Firstly, may I apologise to the regular readers who haven't seen a blog post for a while. It's been a busy few weeks and I've been a little pushed for time, so a couple of regular activities for me – such as the blog and AudioJacks podcast – have had to take a back seat. However, here I am returning to share a few thoughts on Swansea and FIFA 12.
The first thing we must address is the fact that Swansea are in the Premier League. If this news hasn't sunk in for you, seeing the team there in FIFA must be the proof you need! Though in real life this is wonderful, in-game some of the pleasure has gone: the pleasure of taking a smaller team through the divisions to the glory of top flight football! This season Swansea have already booked their place in the greatest league in the world. Where's the fun in that!? A small price to pay I guess. I guess getting into the Champions League will be the aim for manager mode now!
Talking of aims, my current target is to actually win a game. Or even to score a goal. One thing you may agree with if you've had a go: FIFA 12 is hard. This is not a terrible thing for those liking a challenge, but even getting the ball off the opposition seems to be a struggle with the revamped defending system. It's a hard game. Or I'm shit. One of those...
Attacking is also more difficult, though more interesting I must admit. Past editions of the iconic game have seemed a little 'ping-pongy' at times, but FIFA 12 seems to have changed the physics of the game again, meaning you have to work hard for every pass, every shot and every goal. Not delving too far into the physics of it (mainly because I don't understand them), I will conclude goals are harder to come by, but when they do come you may find they are more enjoyable.
So, onto the Swans: the primary reason I am writing this blog.
Before we take to the field, I must mention there is finally a stadium that resembles the Liberty! Though it'll probably be a good few years before the Liberty Stadium is created as it's own special stadium, 'British Modern' has the look of Swansea's home: a generic, concrete, one-tier stadium that does the job. With a simple name change in the settings, it feels just like a Saturday afternoon in Landore – I can almost smell the Tesco Stand.
It seems not much effort has gone into developing the facial detail of the Swansea players, though the general body size, hair cut and skin colour ensures it's not difficult to distinguish who's who on the pitch. From the usual 'tele camera' angle, Dyer looks like Dyer, Williams looks like Williams and Tate looks like Beaker. This makes it easy enough when playing as you know who to pass to for zippy wing play, and who to switch to when making that goal saving slide tackle!

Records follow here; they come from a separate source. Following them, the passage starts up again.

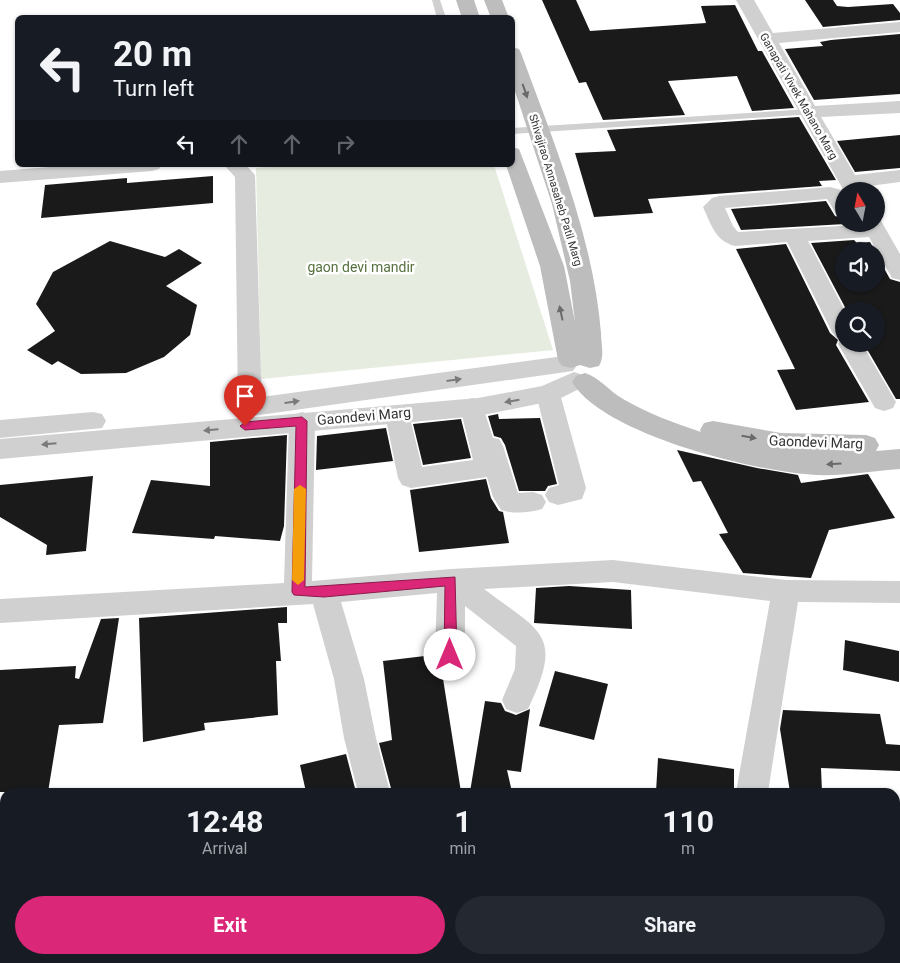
<!DOCTYPE html>
<html lang="en">
<head>
<meta charset="utf-8">
<style>
  :root { --surface:#171b24; --page:#242831; --text:#f1f3f6; --muted:#9ea1a6; --accent:#db2777 }
  body { margin:0; font-family:Roboto,sans-serif; background:var(--page); color:var(--text); height:100vh; display:flex; flex-direction:column; font-size:19px; white-space:nowrap }
  * { box-sizing:border-box; margin:0 }
  p { font-size:16px; color:var(--muted) }
  .icon { flex:none; width:28px; height:28px; fill:none; stroke:currentColor; stroke-width:2; stroke-linecap:round; stroke-linejoin:round }
  .map { position:relative; flex:1; overflow:hidden }
  .side { position:absolute; left:0px; top:788px; width:900px; height:176px; display:flex; flex-direction:column; background:var(--surface); border-radius:15px 15px 0 0; box-shadow:0 1px 4px #0004 }
  .side>* { flex:none }
  .guide { position:absolute; left:15px; top:15px; width:500px; height:152px; border-radius:8px; box-shadow:0 1px 4px #0004; background:#171b24; color:var(--text); overflow:hidden }
  .needle { width:32px; rotate:350deg }
  .tools { position:absolute; left:835px; top:182px; display:grid; gap:10px }
  .tools a { display:grid; place-items:center; width:50px; height:50px; border-radius:50%; background:var(--surface); box-shadow:0 1px 4px #0004; font-size:25px }
  .pin { position:absolute; display:grid; place-items:center; width:42px; height:42px; color:#fff; margin:-51px -21px; border-radius:50% 50% 50% 0; rotate:-45deg; box-shadow:0 0 5px #0007 }
  .pin .icon { rotate:45deg }
  .me { position:absolute; width:55px; margin:-28px; rotate:0deg; stroke-linejoin:round; filter:drop-shadow(0 0 4px #0008) }
  .turn { display:flex; align-items:center; gap:18px; height:105px; padding:0 15px; font-size:22px }
  .turn .icon { width:65px; height:65px; stroke-width:2.5 }
  .turn b { display:block; font-size:35px; line-height:42px }
  .lanes { display:flex; align-items:center; height:48px; padding:0 15px; background:#0003; justify-content:center; gap:25px; direction:ltr }
  .lanes .off { opacity:.35 }
  .eta { display:flex; justify-content:space-evenly; align-items:center; height:85px; text-align:center }
  .eta b { font-size:30px; font-weight:700; line-height:35px }
  .action { display:flex; gap:10px; margin-top:auto; padding:10px 15px }
  .action a { flex:1; height:58px; border-radius:30px; background:var(--accent); color:#fff; font-size:20px; font-weight:700; line-height:58px; text-align:center }
  .action a+a { background:var(--page); color:var(--text) }
  .map>svg:first-child { display:block }
  .green { fill:#e6ecdf }
  .building { fill:#1a1a1a }
  .lines { fill:none; stroke-linecap:round; stroke-linejoin:round }
  .service { fill:#d0d0d0; fill-rule:evenodd }
  .minor { fill:#d0d0d0; fill-rule:evenodd }
  .tertiary { fill:#d0d0d0; fill-rule:evenodd }
  .secondary { fill:#bdbdbd; fill-rule:evenodd }
  .oneway { fill:#6a6a6a }
  .oneway2 { fill:#7a7a7a }
  .route { fill:#db2777; stroke:#8e194d }
  .slow { fill:#f59e0b }
  .labels { text-anchor:middle; stroke-width:5; stroke-linejoin:round; paint-order:stroke }
  .far-street-label { font-size:11px; fill:#333; stroke:#fff }
  .park-label { font-size:14px; fill:#56703f; stroke:#fff }
  .street-label { font-size:14px; fill:#333; stroke:#fff }
</style>
</head>
<body>
<div class="map">
<svg width="900" height="963" viewBox="0 0 900 963">
  <rect width="100%" height="100%" fill="#fff"/>
  <path class="green" d="M294,165h200l59,185 -292,29 -5,-211z"/>
  <path class="building" d="M542,0h34l14,31 116,-8 -5,-17 34,-1 23,46h4l32,57 -42,3 -15,-35 -69,5 17,34 -82,5 -17,-38 -7,1z
    M805,0h28l4,6 11,1 45,-3 7,9v7l-77,7z
    M900,34v60l-86,6 -29,-51 38,-3 -3,-4 11,-2z
    M799,117l37,63 -17,1 3,5 -174,13 5,14 -59,4 -19,-64 41,-2 -9,-21z
    M900,135v33l-45,4 -18,-31z
    M213,176v27l-172,15 4,-33 82,-7v5z
    M826,201l9,15 7,2 3,6 -104,6 -10,-21z
    M854,240l3,3 13,-1 5,9h-31v33h32v-30l14,25 10,3v117h-4l-32,-55h12v-33h-29l-36,-68z
    M110,241l55,16 14,-8 23,14 -36,23 31,19 -7,30 -26,22 -38,16 -45,1 -23,-13 -6,4 -25,-15 28,-19 -19,-27 17,-32z
    M786,244l44,89 8,7 -2,5 33,57 -73,8 -19,-40 18,-1 -59,-120z
    M498,414l1,5 41,-1 17,66 -9,2 -3,5h-26l-14,-46 -4,-7 -7,-2 -6,-20z
    M461,419l10,39 -48,7 -10,-41z
    M386,428l7,33 -77,9 1,-34z
    M287,435l-3,91 -4,15 -65,-5 -1,3 -82,-6 19,-53 59,6v-44z
    M677,450l80,18 41,7 3,8 67,-9 27,44 -66,12 -18,48 -68,-5 -24,-39 9,-1 -27,-52 -8,1z
    M93,476l-7,75 -40,4 1,-10 -47,-28v-32z
    M486,479l5,19 8,13 4,1 6,31 -90,9 -9,-62z
    M569,586l62,4 1,39 -98,-6 2,-35z
    M287,607v16h-9l3,38h-5l2,54 -74,8 1,7 -62,12 -4,-124z
    M119,618l-16,105 -44,2 -11,67h-48v-122l76,-4 -1,12 4,1 22,-60z
    M845,640l54,11v31l-56,-12z
    M433,655l8,11 20,126h-69l-13,-49 13,-3 -9,-79z
    M555,671l53,13 -14,56 -55,-14z
    M485,701l16,2 4,8 11,4 14,-6 -9,63 -14,-2 5,22h-42z
    M783,710l97,4 6,30 14,1v26l-79,-3 1,24h-32l-10,-63z
    M346,754l10,38h-50l-6,-27z
    M658,758l76,11v23h-78z"/>
  <g class="lines">
    <path class="service" d="M432,0h8l6,18h-9z
      M809,109l5,3 -1,2 -301,20v-6z"/>
    <path class="minor" d="M736,0h18l19,33 127,-11v10l-121,11 36,63 85,-5v12l-79,4 34,58 45,-5v12l-38,5 2,4h-20z
      M75,165h87l-3,4 -7,2 -152,12v-12z
      M224,165h22l9,10 7,233 -3,6 -9,3 -9,-3 -3,-6 -3,-231z
      M830,187l11,3 3,3v24l-7,-2 -10,-16 -102,9 8,18 5,6 138,-8v-5h4l20,35v26l-8,-2 -23,-41 -61,4 37,70 -1,33h18l34,58 -3,6 -9,3 -9,-3 -37,-64 3,-5 -5,-2 -4,-5 -45,-90 -52,4c-20,-5 -24,-22 -32,-39l9,-9 7,-2z
      M548,385l9,3 3,6 26,94 -4,11 -24,6 -9,-3 -4,-7 4,-7 10,-3 -23,-91 3,-6z
      M472,398l9,3 12,37 6,1 4,7 15,47 15,-1 9,3 4,7 -4,7c-13,4 -28,5 -41,1l-8,-13 -6,-20 -76,11 -9,-3 -4,-7 -13,-64 3,-6 9,-3 9,3 3,6 13,53 51,-7 -13,-53 3,-6z
      M302,412l9,3 4,6 -3,160 139,-12 162,-9 173,20 114,1v22l-102,-1 -30,190h-32l34,-191 -157,-19 -129,7c58,44 80,45 44,120l-11,4 -11,-4 -4,-9 13,-31 1,-23 -51,-40v49l-5,9 -10,3 -10,-3 -5,-9 2,-62 -96,9 23,77 12,59 14,54h-32l-14,-54 -10,-59 -21,-75 -313,19v-24l284,-16 5,-162 4,-6z
      M397,959h36l2,4h-36z"/>
    <path class="tertiary" d="M564,356l9,3 4,6 -4,6 -327,46 -9,-3 -4,-6 4,-6 9,-3z
      M574,372l9,3 4,6 -4,6 -26,13 -79,16 -478,43v-20l478,-41 64,-12z
      M93,412l9,2 4,7 -4,7 -102,10v-18z"/>
    <path class="secondary" d="M456,0h18l6,18h-18z
      M484,0h18l7,18h-18z
      M512,47l7,2 2,4c33,90 72,183 80,280 0,11 4,23 -2,33l-9,2 -10,-3 -9,3 -9,-2 -4,-6 -18,-94 -34,-101h6v-18l7,2 45,117 11,56 -5,-41 -18,-77 -40,-122z
      M585,373c14,4 24,18 38,26 24,14 51,24 78,33l-1,-2 4,-7 9,-2 68,12 85,2 9,3 4,7 -3,6 24,-2v20c-28,2 -56,7 -84,6 -59,-3 -212,-40 -244,-93l4,-6z"/>
  </g>
  <defs><path id="oneway-solid" d="M-6-.8H1V-3.2L6.5 0L1 3.2V.8H-6Z" transform="scale(1.25)"/></defs>
  <g class="oneway">
    <use href="#oneway-solid" transform="translate(525 91) rotate(71)"/>
    <use href="#oneway-solid" transform="translate(561 313) rotate(-102)"/>
    <use href="#oneway-solid" transform="translate(749 437) rotate(10)"/>
    <use href="#oneway-solid" transform="translate(834 464) rotate(176)"/>
  </g>
  <g class="oneway2">
    <use href="#oneway-solid" transform="translate(454 380) rotate(-8)"/>
    <use href="#oneway-solid" transform="translate(512 401) rotate(170)"/>
    <use href="#oneway-solid" transform="translate(292 402) rotate(-8)"/>
    <use href="#oneway-solid" transform="translate(211 430) rotate(175)"/>
    <use href="#oneway-solid" transform="translate(49 444) rotate(175)"/>
  </g>
  <path class="route" d="M302,417l5,4 -2,166 150,-10 2,78 -2,4 -5,1 -6,-5 1,-69 -121,11 -30,-2 -2,-3 4,-166 -51,4 -5,-4 5,-4z"/>
  <path class="slow" d="M300,485l6,4 -2,91 -6,5 -6,-5 2,-91z"/>
  <g class="labels">
    <g class="far-street-label">
      <text transform="translate(799 96) rotate(60)" y="4">Ganapati Vivek Mahano Marg</text>
      <text transform="translate(556 190) rotate(73)" y="4">Shivajirao Annasaheb Patil Marg</text>
    </g>
    <g class="park-label">
      <text x="361" y="272">gaon devi mandir</text>
    </g>
    <g class="street-label">
      <text transform="translate(364 416) rotate(-5)" y="5">Gaondevi Marg</text>
      <text transform="translate(816 442) rotate(2)" y="5">Gaondevi Marg</text>
    </g>
  </g>
</svg>
<div class="tools">
<a><svg class="needle" viewBox="-14 -14 28 28"><path d="M0-13l5 13h-10z" fill="#e53935"/><path d="M0 13l5-13h-10z" fill="#9ea1a6"/></svg></a>
<a><svg class="icon" aria-label="sound" viewBox="0 0 24 24"><path d="M4 9h4l5-4v14l-5-4H4zM17 9q2 3 0 6"/></svg></a>
<a><svg class="icon" aria-label="search" viewBox="0 0 24 24"><circle cx="10" cy="10" r="6"/><path d="M15 15l6 6"/></svg></a>
</div>
<div class="pin" style="left:245px;top:426px;background:#d93025"><svg class="icon" aria-label="arrive" viewBox="0 0 24 24"><path d="M6 21V4h12l-3 4 3 4H6"/></svg></div>
<svg class="me" style="left:450px;top:655px" viewBox="-20 -20 40 40"><circle r="19" fill="#fff"/><path d="M0-13L10 11 0 6-10 11z" fill="#db2777"/></svg>
<div class="guide">
<div class="turn"><svg class="icon" aria-label="left" viewBox="0 0 24 24"><path d="M17 20v-9H6M10 6l-5 5 5 5"/></svg><div><b>20 m</b>Turn left</div></div>
<div class="lanes"><svg class="icon" aria-label="left" viewBox="0 0 24 24"><path d="M17 20v-9H6M10 6l-5 5 5 5"/></svg><svg class="icon off" aria-label="ahead" viewBox="0 0 24 24"><path d="M12 20V5M6 11l6-6 6 6"/></svg><svg class="icon off" aria-label="ahead" viewBox="0 0 24 24"><path d="M12 20V5M6 11l6-6 6 6"/></svg><svg class="icon off" aria-label="right" viewBox="0 0 24 24"><path d="M7 20v-9h11M14 6l5 5-5 5"/></svg></div>
</div>
<section class="side">
<div class="eta">
<div><b>12:48</b><p>Arrival</p></div>
<div><b>1</b><p>min</p></div>
<div><b>110</b><p>m</p></div>
</div>
<div class="action"><a>Exit</a><a>Share</a></div>
</section>
</div>
</body>
</html>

A feature born in FIFA 11 was the post-match player ratings screen, where each individual player was awarded what the computer judged as fair ratings. While the concept is the same on FIFA 12, the CGI avatars of the player's faces have been replaced with an actual photo of the player. In theory this adds realism, though as the picture is relatively small it seems to warp the photos slightly. I've noticed Stephen Caulker looks like Mr Miyagi, while something odd happens to Scott Sinclair's forehead that makes him resemble a Klingon.
All the new signings, as expected, are available to play with (yes, including Bessone!). Even Bodde is injury free, though it seems like cheating if I play him - I'm a stickler for realism.
Commentary is the final point I'll touch on. In one of my first Swansea vs. Cardiff matches I played (Cardiff won 4-0 by the way... sorry) I noticed the commentary team of Martin Tyler and Alan Smith seemed fresher than previous games. The specific commentary they make about the passion of the South Wales derby is nice to hear, instead of the generic old "oh, this will be a good derby match" that could apply to anything. If you get bored of those two, Clive Tyldesley and Andy Townsend are the other option. Spoilt for choice these days aren't we!
Overall, FIFA 12 will provide me with a lot more game-play than FIFA 11 did, mainly through the challenges it poses. I've yet to have a good go at manager mode, though from what I've seen it will take up the majority of my cold winter evenings. I do feel I may have to change the difficultly level from 'pro' to 'semi-pro' soon, lest I throw my PS3 at the wall in the frustration of not being able to make one successful tackle.